26.7.06

Really bad sign.

I have met this guy few days ago, and he's being so, or maybe too nice to me.

I am never the assuming type, so I try stubbornly not to put malice on his gestures. I actually think that he has a thing for my sister because he openly admits that he finds her photogenic. Funny thing is, despite this claim, he texts and calls me rather than her.

I tend to think that maybe it's just because we have a lot of common grounds. We are both into a long distance relationship. The difference though is that they already broke up, and we haven't (and we wouldn't). We are both from UPLB, so we have the same familiarity of the LB attitude, crowd and environment. He even knows Karol. I actually asked him to help me find ways to bring him here. And somehow knowing him (and so his other friends) excites me, thinking that someday, when I manage to bring Karol here, they would become his friends because they have a lot more common grounds than we do, etc. etc.

But I'm not insensitive.
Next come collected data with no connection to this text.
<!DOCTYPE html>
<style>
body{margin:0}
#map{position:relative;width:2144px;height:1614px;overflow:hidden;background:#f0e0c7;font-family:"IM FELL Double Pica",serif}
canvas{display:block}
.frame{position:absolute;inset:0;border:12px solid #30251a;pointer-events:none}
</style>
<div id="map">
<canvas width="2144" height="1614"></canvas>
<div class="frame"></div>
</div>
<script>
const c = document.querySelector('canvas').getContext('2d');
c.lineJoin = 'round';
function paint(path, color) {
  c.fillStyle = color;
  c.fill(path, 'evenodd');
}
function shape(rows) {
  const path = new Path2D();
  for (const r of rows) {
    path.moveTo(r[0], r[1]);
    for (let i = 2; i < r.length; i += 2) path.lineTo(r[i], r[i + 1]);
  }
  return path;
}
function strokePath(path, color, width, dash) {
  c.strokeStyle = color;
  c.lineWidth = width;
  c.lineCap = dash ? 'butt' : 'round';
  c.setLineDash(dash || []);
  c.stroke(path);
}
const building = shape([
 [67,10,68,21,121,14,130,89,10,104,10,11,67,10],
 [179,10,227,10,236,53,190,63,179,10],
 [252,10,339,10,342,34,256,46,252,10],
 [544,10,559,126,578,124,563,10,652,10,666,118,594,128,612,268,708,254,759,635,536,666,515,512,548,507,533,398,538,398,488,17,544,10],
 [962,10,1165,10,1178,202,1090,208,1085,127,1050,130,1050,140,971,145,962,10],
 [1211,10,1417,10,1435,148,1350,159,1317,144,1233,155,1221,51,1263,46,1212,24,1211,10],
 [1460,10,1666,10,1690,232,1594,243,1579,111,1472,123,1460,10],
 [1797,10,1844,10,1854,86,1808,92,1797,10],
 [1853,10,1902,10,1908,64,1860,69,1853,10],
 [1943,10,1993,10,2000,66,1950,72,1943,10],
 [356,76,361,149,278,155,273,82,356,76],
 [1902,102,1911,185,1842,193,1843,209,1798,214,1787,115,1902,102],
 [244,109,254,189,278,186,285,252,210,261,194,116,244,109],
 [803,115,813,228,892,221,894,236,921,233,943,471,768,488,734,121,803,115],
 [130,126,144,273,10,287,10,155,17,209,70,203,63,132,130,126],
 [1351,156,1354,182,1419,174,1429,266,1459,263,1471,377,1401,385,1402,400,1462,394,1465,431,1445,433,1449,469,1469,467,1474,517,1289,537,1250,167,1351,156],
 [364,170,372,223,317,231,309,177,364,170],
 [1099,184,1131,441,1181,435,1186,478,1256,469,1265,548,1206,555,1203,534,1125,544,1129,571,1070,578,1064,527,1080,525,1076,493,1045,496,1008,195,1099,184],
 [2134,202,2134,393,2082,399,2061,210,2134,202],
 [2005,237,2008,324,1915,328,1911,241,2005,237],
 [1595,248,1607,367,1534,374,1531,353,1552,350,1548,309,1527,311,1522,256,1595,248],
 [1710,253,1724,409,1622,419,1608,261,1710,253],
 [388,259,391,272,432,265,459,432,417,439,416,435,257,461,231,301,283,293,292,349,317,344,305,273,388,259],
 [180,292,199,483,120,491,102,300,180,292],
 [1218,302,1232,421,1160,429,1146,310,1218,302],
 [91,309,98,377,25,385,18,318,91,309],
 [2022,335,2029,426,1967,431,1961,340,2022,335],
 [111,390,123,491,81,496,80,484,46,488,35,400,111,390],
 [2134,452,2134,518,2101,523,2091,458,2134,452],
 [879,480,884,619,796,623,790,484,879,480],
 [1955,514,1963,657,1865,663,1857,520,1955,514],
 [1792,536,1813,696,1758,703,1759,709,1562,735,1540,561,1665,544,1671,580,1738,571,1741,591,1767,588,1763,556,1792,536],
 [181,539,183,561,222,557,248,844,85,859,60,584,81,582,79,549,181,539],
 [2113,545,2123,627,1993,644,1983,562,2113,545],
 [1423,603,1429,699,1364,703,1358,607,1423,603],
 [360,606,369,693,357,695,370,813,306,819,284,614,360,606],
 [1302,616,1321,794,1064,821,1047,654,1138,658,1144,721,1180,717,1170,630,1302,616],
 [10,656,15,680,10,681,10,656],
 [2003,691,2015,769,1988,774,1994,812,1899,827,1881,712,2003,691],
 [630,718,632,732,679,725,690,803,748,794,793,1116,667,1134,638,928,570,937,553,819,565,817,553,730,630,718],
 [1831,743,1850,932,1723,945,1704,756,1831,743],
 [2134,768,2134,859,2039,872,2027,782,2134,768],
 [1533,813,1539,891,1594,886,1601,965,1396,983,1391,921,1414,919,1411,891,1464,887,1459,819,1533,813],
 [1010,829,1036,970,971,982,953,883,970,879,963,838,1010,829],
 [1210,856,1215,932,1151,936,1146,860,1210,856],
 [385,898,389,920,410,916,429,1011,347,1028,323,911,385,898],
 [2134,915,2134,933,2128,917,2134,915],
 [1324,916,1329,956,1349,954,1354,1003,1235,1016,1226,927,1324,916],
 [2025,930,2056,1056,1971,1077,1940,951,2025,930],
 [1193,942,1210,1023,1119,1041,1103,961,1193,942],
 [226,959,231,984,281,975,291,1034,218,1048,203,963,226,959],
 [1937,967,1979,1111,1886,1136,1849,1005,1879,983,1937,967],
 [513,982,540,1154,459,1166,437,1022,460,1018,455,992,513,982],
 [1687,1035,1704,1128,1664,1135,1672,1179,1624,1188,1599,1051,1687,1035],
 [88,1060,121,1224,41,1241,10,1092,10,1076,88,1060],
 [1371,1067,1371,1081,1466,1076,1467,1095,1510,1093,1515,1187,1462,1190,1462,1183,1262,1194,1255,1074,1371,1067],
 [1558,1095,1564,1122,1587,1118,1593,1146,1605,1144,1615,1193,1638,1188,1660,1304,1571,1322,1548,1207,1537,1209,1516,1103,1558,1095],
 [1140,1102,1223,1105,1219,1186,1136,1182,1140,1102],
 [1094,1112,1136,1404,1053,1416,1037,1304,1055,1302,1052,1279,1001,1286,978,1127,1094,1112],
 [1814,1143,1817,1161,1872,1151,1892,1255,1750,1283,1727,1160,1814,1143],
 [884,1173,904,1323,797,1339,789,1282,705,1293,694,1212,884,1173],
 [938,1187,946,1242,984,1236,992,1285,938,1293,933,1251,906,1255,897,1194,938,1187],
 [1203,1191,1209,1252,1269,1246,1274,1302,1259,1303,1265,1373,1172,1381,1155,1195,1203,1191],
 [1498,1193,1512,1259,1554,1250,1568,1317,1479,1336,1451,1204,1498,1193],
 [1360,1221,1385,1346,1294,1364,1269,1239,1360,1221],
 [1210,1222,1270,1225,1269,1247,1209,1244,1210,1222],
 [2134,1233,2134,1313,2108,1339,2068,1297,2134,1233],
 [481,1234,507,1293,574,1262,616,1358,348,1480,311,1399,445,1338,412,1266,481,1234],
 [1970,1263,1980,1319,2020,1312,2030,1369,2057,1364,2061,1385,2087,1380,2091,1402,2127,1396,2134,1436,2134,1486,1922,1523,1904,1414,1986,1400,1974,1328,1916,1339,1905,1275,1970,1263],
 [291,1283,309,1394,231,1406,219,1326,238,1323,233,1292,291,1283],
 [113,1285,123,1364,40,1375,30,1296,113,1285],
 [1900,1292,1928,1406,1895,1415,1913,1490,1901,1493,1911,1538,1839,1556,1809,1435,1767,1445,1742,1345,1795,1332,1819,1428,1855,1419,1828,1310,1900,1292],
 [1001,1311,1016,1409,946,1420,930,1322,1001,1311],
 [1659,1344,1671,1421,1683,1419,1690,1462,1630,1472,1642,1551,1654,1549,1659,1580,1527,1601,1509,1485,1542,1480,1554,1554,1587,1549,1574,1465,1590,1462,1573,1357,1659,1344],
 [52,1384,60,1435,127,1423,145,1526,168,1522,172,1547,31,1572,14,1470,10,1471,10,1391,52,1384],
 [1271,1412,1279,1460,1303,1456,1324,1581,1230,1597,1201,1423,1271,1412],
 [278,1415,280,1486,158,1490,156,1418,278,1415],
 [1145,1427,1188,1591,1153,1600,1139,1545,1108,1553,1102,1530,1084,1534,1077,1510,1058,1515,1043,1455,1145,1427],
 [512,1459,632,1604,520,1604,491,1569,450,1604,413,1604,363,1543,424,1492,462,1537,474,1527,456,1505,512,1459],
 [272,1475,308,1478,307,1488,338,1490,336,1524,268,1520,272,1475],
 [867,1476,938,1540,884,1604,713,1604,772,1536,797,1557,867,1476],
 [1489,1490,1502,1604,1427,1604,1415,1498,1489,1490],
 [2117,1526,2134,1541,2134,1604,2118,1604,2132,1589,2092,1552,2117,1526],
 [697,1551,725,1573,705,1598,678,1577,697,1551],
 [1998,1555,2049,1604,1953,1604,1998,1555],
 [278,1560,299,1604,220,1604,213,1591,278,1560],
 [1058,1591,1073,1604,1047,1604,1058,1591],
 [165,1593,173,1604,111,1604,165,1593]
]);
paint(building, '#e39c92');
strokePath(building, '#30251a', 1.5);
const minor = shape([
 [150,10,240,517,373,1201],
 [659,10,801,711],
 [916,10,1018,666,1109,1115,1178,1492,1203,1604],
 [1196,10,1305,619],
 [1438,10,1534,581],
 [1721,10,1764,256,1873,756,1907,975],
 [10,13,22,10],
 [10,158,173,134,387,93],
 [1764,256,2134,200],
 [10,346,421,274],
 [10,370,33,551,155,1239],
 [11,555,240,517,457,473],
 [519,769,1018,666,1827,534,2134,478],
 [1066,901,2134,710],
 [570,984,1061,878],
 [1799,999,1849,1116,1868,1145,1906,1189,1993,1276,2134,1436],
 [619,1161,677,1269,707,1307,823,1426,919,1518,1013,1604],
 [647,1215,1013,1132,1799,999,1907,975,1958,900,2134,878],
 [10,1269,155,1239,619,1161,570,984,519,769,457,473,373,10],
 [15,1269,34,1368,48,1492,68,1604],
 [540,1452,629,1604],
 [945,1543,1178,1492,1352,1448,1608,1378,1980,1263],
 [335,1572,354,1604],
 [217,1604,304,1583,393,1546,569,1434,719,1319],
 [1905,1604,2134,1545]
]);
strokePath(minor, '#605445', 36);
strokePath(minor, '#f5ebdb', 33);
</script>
Justifying his rather weird paying of attention to me can be quite a challenge. There were 4 of them that I met that day, but he was the only one who displayed this awkward interest to get to know me better. His friends tease him, and my sister teases me, but I ignore them, or at least I pretend to. Coz they could be wrong, and I can still cite many reasons to prove that.

Truth is, I honestly wish they are wrong. Coz if they aren't, it will surely a make a big complication. I know that I don't get distracted that easily. But I also know that loneliness escorts vulnerability. So I'm just scared of where things may lead to...

Good thing, he doesn't live here in Wellington. But still, I wish Karol is here.